De acordo com a lei, é infração gravíssima deixar de comunicar o Núcleo de Emergência Ambiental (NEA), órgão ligado à Secretaria de Estado de Meio Ambiente e Desenvolvimento Sustentável (Semad) de Minas Gerais; ou à Polícia Militar; ou o Corpo de Bombeiros. As multas variam conforme o horário de atraso. “Ligar, mandar e-mail, o importante é que seja uma comunicação oficial”, enfatizou.

Outro alerta dos palestrantes é em relação aos cuidados que devem ter ao contratar uma empresa de atendimento emergencial. Conforme pontuou Cerqueira, é preciso avaliar se a empresa possui bases e capilaridades no estado de modo que ela consiga cumprir os prazos estipulados em lei e realizar o atendimento nas rotas mais comuns da transportadora contratante.

Outro ponto importante, é que o serviço de atendimento deve ter plantão permanente de 24h durante o período em que houver transporte de produtos e ou resíduos perigosos. Isso também é válido para o expedidor e contratante.

 

PÚBLICO AVALIA CAFÉ COM PALESTRA

Vanderlene Ferreira Nassif, representante da Diretoria de Prevenção e Emergência Ambiental da Semad, avalia como excelente esta edição do Café com Palestra. “Acho muito importante trazer o máximo de informação para o transportador sobre os pontos da nova legislação. Eu vim aqui hoje dar um suporte, porque trabalhamos juntos com o Setcemg e a Fetcemg na Comissão P2R2, somos parceiros interessados no mesmo tema”, afirmou.

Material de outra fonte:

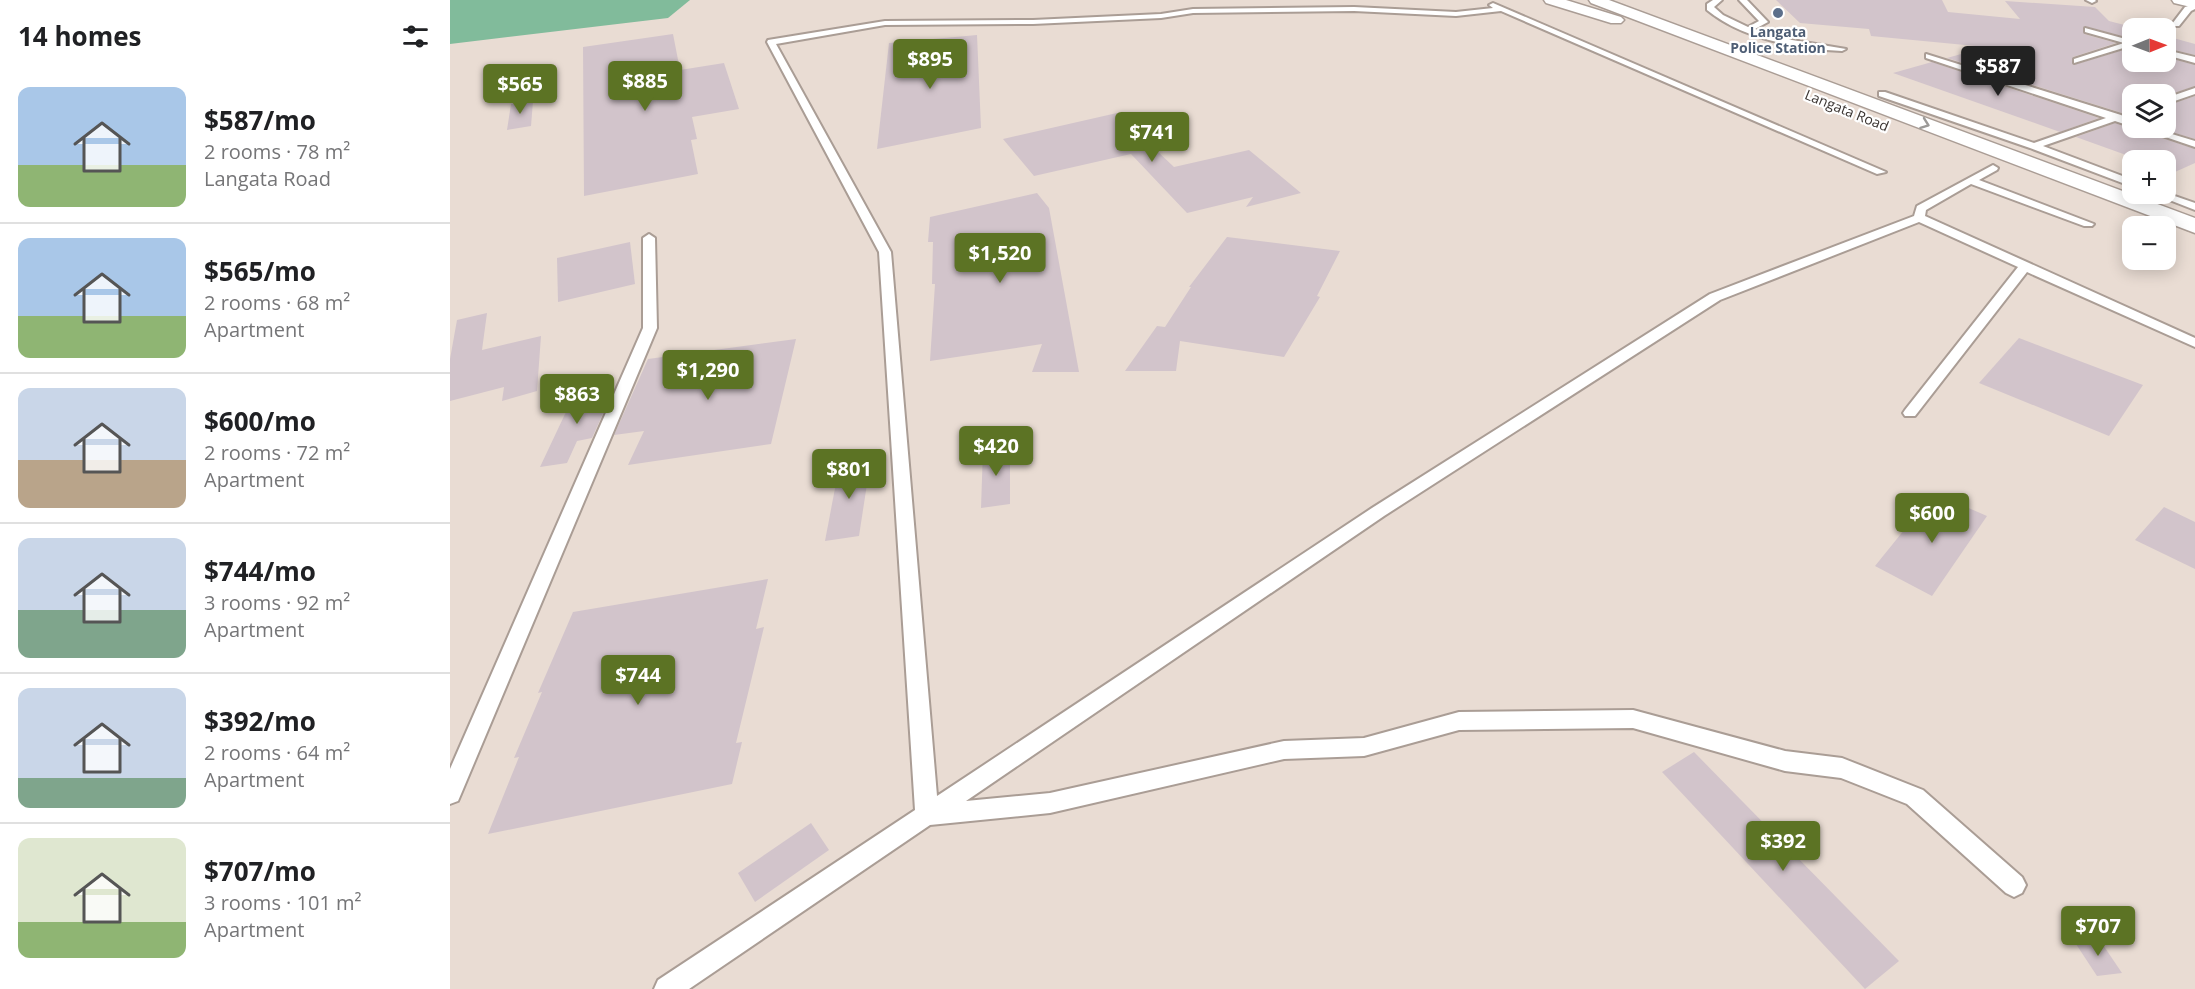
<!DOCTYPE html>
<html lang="en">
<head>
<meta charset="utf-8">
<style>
  :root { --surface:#fff; --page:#f2f2f2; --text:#202124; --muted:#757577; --line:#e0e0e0; --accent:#5c7324 }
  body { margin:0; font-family:"Open Sans",sans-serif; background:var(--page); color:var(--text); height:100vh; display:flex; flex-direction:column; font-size:22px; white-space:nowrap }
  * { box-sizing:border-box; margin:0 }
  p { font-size:20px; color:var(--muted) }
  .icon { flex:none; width:33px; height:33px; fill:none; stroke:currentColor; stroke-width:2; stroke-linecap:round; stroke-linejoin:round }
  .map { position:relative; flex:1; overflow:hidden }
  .sheet { display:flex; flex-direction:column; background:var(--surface); width:450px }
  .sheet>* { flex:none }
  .needle { width:39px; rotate:89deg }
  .buttons { position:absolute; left:1672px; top:18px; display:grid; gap:12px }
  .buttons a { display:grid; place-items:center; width:54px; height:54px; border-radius:12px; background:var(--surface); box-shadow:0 3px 15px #0003; font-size:30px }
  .price { position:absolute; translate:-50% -51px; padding:0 14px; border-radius:6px; background:var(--accent); color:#fff; font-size:20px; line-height:39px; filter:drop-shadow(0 2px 3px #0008) }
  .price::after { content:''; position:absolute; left:50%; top:36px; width:18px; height:14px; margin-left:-9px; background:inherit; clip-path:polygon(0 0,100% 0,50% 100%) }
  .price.selected { background:#222; color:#fff }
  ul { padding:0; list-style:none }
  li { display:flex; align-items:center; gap:18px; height:150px; padding:0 18px }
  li+li { border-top:2px solid var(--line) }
  li span { display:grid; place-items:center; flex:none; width:168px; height:120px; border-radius:12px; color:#555 }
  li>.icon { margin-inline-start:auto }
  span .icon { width:72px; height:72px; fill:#fffc; stroke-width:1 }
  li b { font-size:26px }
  h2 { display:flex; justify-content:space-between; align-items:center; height:72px; padding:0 18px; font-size:26px }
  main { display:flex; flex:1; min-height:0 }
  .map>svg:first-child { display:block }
</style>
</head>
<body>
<main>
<section class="sheet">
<h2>14 homes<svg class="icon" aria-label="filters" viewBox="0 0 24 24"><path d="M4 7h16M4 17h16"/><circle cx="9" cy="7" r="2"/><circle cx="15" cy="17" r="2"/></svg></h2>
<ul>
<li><span style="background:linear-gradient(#a9c7e8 65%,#8fb573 0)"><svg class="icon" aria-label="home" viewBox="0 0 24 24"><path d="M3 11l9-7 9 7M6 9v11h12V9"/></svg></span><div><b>$587/mo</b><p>2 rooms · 78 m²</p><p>Langata Road</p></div></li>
<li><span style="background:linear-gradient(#a9c7e8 65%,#8fb573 0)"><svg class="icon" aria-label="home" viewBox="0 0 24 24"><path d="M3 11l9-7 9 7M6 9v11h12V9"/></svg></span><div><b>$565/mo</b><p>2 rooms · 68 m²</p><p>Apartment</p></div></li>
<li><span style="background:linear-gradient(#c9d6e8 60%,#b9a48a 0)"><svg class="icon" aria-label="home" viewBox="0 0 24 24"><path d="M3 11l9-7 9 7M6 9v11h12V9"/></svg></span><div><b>$600/mo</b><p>2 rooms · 72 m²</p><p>Apartment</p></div></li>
<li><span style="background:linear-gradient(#c9d6e8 60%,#7fa58c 0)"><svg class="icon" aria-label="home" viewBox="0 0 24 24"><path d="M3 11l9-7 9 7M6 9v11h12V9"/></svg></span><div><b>$744/mo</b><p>3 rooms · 92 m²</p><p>Apartment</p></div></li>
<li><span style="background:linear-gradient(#c9d6e8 75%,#7fa58c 0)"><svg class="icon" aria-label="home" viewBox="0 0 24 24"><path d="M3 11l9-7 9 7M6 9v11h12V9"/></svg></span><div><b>$392/mo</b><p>2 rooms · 64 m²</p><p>Apartment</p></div></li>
<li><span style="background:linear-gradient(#dfe7d0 70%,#8fb573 0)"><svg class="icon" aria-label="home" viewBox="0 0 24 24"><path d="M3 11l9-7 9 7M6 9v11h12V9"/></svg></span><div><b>$707/mo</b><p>3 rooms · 101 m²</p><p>Apartment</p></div></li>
</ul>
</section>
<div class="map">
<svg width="1745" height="989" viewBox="0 0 1745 989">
  <rect width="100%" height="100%" fill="#e9dcd3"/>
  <!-- green -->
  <path fill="#81bb9b" d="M0,0H240L218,18L0,44Z"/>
  <!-- building -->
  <g fill="#d2c4cb">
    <path d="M1326,0H1492L1498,12L1570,19L1555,1L1645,7L1659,21L1686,28H1683V39L1634,26V34L1666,43L1623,57V65L1683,47V62H1716V57L1745,65V86L1716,96L1683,94V118L1672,113L1497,58L1536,47L1421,36L1419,29L1350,23Z"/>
    <path d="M223,34L230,70L274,63L289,109L242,117L247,139L241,140L248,174L134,196L133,47Z"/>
    <path d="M527,35L531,128L427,149L439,43Z"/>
    <path d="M1716,36L1745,44V55L1716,48Z"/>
    <path d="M1482,62L1649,118L1610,132L1443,73Z"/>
    <path d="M1745,96V139L1708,128H1716V106Z"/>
    <path d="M83,101L81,126L57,130L61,104Z"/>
    <path d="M667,113L724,167L799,150L851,193L796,207L803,197L737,213L681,154L584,176L553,139Z"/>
    <path d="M1665,123L1682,129L1687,128L1688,130L1745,149V163L1716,176V160H1690L1626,137Z"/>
    <path d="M587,193L599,208L629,372H582L592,344L480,361L485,284H482L483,242H478L480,217Z"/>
    <path d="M777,237L890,251L867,296L870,297L834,357L730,341L726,371H675L707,326L715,327L741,287H739Z"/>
    <path d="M180,242L185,284L108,302L107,258Z"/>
    <path d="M37,313L32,350L91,336L87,391L52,401L54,387L0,401V359L7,320Z"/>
    <path d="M1569,338L1693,385L1659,436L1529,383Z"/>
    <path d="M346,339L321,444L178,465L194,431L164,435L198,359Z"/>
    <path d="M164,389L142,438L127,441L117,463L90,467L124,395Z"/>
    <path d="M560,445V504L531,508L533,449Z"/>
    <path d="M421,458L409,536L375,541L390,462Z"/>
    <path d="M1484,493L1537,516L1482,596L1425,566Z"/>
    <path d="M1714,507L1745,522V569L1685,540Z"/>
    <path d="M318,579L306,629L314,627L286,743L292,742L282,784L38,834L69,757L64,758L92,692L88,693L123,612Z"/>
    <path d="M1244,752L1449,961L1415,989L1212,772Z"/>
    <path d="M361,823L379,850L305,902L288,873Z"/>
    <path d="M1649,939L1672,973L1647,976L1624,941Z"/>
  </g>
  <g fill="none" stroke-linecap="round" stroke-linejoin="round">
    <!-- lane casing -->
    <g stroke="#aa9d95" stroke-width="4">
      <g id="lane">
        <path d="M1263,0H1272L1264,7L1273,15L1298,27L1309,21L1289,0H1297L1318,22L1305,29L1342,40L1396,49L1392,51C1348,49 1292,39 1257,10V4Z"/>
        <path d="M1636,0H1645L1646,1L1642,3Z"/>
        <path d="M1043,3L1436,172L1427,174L1051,11L1006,16L904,11L743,13L711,18L583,24L435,25L326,44L441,252L487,796L922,508L1260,294L1464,216L1467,206L1543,165L1548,168L1547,170L1529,180L1644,224L1642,226H1634L1521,184L1476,210L1475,216L1745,338V347L1577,272L1465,416H1455L1453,413L1455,410L1568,267L1469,222L1270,300L934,516L516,801L600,793L834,741L914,738L1009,712L1183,710L1335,751L1392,758L1473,790L1572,877L1576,885L1572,893L1564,897L1556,893L1457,804L1391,778L1335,771L1183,728L1009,730L914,756L834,759L600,813L480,825L239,989H204L208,980L465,810L429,252L317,42L318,40L435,21L583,20L711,14L743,9L904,7L1006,12L1043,8L1039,5Z"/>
        <path d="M1745,4V9L1741,11L1729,26H1723L1722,24L1735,7Z"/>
        <path d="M1635,28L1683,41V45L1624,63V59L1674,43L1635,32Z"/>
        <path d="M1716,50L1745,57V63L1716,55Z"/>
        <path d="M1476,54L1671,115L1683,121V127L1665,121L1593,146L1683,180V187L1580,148L1429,96V92H1435L1584,143L1656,118L1476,58Z"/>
        <path d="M1745,88V94L1716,104V98Z"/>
        <path d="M1689,128H1702L1745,141V147Z"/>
        <path d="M1716,193L1745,203V210L1704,194Z"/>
        <path d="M199,234L205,238L207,328L11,794L8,801L0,804V769L193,328V238Z"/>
      </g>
    </g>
    <!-- street casing -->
    <g stroke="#aa9d95" stroke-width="3">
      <path id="street" d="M1722,0H1745V8L1724,3Z"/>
    </g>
    <!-- secondary casing -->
    <g stroke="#aa9d95" stroke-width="3">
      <g id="secondary">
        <path d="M1094,0H1116L1171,17L1174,20L1171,23H1161L1096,3Z"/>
        <path d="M1139,0H1159L1745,218V233L1141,3Z"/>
      </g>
    </g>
    <!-- lane -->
    <use href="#lane" fill="#fff" fill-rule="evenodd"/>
    <!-- street -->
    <use href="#street" fill="#fff" fill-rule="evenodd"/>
    <!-- secondary -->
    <use href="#secondary" fill="#fff" fill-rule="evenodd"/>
  </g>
  <!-- one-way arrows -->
  <defs><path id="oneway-chevron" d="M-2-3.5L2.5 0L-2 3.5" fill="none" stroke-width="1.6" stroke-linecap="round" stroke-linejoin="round" transform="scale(1.5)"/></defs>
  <use stroke="#9c9a98" href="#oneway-chevron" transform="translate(1475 124) rotate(20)"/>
  <!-- markers -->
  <circle fill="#5c6f8a" stroke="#fff" stroke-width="2" cx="1328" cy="13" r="6"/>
  <g text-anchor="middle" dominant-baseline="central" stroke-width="4.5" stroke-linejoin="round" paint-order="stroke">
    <!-- far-service labels -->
    <g font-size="14" font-weight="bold" fill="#4e5e75" stroke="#fff">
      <text x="1328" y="31">Langata<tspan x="1328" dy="16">Police Station</tspan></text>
    </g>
    <!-- far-street labels -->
    <g font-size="14" fill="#3a3431" stroke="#fff">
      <text transform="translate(1397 110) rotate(22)">Langata Road</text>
    </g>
  </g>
</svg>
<div class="buttons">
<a><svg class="needle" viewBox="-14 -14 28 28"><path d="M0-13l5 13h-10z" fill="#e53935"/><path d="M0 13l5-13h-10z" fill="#757577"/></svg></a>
<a><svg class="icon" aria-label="layers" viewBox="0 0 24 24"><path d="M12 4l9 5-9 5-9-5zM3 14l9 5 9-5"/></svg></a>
<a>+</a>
<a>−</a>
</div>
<b class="price" style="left:480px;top:90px">$895</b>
<b class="price selected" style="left:1548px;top:97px">$587</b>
<b class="price" style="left:195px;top:112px">$885</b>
<b class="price" style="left:70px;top:115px">$565</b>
<b class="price" style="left:702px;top:163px">$741</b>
<b class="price" style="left:550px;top:284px">$1,520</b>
<b class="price" style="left:258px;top:401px">$1,290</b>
<b class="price" style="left:127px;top:425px">$863</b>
<b class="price" style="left:546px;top:477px">$420</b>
<b class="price" style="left:399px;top:500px">$801</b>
<b class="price" style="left:1482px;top:544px">$600</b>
<b class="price" style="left:188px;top:706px">$744</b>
<b class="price" style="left:1333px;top:872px">$392</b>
<b class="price" style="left:1648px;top:957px">$707</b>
</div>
</main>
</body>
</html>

Segundo observou, o evento cumpriu o papel importante ao abordar um dos pontos da nova legislação que mais geram dúvidas em todos. “É  sobre o Plano de Ação de Emergência (PAE) do caminhão. Todo mundo pergunta, tanto a empresa de emergência, que quer tirar dúvidas com a gente, quanto o transportador, que não sabe exatamente o que deve constar no documento que vai ficar no caminhão”, observou.

Para Cláudia Brum, representante comercial e técnica da Ambipar Response, a organização vem acompanhando o tema desde a elaboração do Projeto de Lei. E, conforme disse, todas as palestras sobre assuntos relacionados a atendimento e emergência ela procura participar e interagir. “Tínhamos dúvidas sobre o Plano de Atendimento Emergencial (PAE) do caminhão, que é o PAE resumido. Como o decreto foi amplo, não tão específico neste tema, não tivemos um termo de referência. A empresa já tem um plano pré-formulado, mas queríamos tirar umas dúvidas e conseguimos”, afirmou, fazendo avaliação positiva sobre o evento.